-- WHAT YOU NEED TO DO --
Among the entries below, find the lines with "symbols" and copy them.

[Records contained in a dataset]
**********
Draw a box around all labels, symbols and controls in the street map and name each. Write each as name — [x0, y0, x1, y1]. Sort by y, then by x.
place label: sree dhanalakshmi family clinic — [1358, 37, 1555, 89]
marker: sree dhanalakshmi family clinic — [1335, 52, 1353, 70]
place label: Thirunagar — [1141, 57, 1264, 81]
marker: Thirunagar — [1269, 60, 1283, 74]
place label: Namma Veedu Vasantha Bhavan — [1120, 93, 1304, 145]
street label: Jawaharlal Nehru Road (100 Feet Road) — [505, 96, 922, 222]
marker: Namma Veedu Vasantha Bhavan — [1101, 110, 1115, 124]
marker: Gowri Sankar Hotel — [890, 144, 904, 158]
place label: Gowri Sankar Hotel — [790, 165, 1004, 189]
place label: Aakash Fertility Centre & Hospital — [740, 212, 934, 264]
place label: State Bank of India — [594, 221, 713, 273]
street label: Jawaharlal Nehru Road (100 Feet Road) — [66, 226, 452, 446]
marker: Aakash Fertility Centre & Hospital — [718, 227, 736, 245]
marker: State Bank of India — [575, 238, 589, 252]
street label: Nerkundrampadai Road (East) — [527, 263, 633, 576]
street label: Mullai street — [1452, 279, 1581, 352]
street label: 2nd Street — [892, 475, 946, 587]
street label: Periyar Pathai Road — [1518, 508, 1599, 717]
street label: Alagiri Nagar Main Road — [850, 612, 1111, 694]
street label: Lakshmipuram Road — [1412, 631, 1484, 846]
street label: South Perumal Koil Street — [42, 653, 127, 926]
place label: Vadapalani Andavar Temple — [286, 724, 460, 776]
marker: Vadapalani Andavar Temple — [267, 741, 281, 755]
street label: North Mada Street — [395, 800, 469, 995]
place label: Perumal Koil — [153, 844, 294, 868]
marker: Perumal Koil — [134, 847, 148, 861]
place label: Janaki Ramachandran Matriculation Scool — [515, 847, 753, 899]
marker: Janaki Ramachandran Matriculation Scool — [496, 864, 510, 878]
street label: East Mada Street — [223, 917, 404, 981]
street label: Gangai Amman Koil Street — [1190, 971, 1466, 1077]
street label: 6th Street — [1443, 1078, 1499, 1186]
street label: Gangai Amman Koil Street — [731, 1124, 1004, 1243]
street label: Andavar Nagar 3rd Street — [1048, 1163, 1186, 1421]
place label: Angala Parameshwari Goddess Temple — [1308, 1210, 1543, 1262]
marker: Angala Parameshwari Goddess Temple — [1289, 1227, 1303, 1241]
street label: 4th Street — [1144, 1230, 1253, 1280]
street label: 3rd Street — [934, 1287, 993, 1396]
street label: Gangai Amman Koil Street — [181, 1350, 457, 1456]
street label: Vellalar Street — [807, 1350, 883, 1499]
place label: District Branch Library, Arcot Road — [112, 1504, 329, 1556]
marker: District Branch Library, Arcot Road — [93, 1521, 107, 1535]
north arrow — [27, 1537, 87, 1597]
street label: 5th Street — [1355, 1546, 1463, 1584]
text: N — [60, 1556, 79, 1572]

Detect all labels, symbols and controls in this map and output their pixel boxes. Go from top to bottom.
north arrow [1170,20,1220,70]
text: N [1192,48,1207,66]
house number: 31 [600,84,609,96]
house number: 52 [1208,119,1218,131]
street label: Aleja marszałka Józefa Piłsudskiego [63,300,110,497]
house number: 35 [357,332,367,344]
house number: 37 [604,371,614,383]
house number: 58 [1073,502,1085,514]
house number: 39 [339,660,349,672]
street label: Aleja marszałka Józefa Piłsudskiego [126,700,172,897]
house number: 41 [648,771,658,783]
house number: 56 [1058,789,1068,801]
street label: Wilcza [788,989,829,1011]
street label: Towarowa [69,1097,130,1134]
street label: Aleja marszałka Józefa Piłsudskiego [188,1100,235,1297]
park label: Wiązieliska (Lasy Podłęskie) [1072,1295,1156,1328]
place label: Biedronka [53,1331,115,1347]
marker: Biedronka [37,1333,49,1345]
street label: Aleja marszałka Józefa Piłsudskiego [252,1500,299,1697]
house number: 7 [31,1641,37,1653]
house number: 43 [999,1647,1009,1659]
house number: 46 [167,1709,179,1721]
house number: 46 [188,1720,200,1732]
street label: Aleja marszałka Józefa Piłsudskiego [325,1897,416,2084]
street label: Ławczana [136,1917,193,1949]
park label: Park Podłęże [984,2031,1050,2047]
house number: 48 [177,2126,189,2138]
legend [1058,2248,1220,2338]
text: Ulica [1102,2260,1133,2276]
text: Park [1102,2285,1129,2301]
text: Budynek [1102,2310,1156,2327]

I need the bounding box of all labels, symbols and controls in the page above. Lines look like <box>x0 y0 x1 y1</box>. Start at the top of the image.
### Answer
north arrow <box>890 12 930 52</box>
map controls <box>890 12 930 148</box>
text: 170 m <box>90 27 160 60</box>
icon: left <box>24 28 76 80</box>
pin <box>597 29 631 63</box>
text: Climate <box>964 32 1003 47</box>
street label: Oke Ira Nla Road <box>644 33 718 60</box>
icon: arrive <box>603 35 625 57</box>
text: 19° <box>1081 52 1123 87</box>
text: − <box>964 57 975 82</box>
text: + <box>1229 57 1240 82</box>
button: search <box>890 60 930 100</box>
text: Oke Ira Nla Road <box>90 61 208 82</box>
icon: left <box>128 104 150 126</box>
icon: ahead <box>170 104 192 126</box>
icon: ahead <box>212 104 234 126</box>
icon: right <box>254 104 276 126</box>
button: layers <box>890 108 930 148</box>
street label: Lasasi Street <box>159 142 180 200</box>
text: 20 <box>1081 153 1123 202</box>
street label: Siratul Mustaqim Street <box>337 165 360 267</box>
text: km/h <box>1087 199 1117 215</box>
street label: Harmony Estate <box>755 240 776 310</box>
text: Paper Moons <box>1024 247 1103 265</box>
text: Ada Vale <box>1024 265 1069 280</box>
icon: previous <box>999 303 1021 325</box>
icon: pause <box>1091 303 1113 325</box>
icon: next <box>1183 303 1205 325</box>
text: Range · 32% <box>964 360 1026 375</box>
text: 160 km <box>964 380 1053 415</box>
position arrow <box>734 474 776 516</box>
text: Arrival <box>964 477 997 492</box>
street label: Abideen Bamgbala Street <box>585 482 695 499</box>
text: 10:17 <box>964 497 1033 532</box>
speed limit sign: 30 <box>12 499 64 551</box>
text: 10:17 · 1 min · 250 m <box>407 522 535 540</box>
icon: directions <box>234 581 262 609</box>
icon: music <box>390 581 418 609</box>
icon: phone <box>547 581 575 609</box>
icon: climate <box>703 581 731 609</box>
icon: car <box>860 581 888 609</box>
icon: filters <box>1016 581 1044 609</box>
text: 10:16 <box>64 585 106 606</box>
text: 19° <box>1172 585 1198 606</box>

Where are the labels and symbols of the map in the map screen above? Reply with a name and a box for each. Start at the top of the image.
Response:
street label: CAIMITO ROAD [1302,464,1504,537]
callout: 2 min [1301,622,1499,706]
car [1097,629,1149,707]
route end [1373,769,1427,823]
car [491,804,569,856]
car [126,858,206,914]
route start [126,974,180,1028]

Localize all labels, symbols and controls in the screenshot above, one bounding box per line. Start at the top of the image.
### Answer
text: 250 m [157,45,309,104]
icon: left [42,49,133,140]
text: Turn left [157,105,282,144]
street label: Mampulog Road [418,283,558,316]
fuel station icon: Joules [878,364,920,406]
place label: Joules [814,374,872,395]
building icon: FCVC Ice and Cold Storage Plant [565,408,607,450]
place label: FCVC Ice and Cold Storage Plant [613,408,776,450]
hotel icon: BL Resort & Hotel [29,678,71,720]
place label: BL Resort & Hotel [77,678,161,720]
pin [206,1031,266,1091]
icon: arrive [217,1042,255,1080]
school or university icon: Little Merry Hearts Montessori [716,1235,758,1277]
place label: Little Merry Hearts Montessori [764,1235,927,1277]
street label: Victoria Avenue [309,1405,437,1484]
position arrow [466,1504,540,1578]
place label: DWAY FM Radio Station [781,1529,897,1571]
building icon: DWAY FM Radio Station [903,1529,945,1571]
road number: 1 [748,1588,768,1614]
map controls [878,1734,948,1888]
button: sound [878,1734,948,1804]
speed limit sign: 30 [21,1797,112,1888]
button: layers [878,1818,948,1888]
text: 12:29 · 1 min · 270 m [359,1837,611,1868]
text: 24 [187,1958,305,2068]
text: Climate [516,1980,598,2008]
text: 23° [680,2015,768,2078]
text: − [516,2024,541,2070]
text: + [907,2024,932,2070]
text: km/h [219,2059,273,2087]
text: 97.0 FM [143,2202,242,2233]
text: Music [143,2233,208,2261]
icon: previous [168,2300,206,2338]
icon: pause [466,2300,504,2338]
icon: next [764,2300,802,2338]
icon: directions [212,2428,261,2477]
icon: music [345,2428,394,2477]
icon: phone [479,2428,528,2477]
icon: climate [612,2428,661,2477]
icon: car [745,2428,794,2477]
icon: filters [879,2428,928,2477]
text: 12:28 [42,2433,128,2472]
**********
-- COMPLETED TASK --
Draw a box around all labels, symbols and controls in the street map and name each. Write each as name — [x0, y0, x1, y1]. Sort by y, then by x.
Detect all labels, symbols and controls in this map and output their pixel boxes. Go from top to bottom.
I need the bounding box of all labels, symbols and controls in the page above. Lines look like <box>x0 y0 x1 y1</box>. Start at the top of the image.
Where are the labels and symbols of the map in the map screen above? Reply with a name and a box for each. Start at the top of the image.
Localize all labels, symbols and controls in the screenshot above, one bounding box per line. Start at the top of the image.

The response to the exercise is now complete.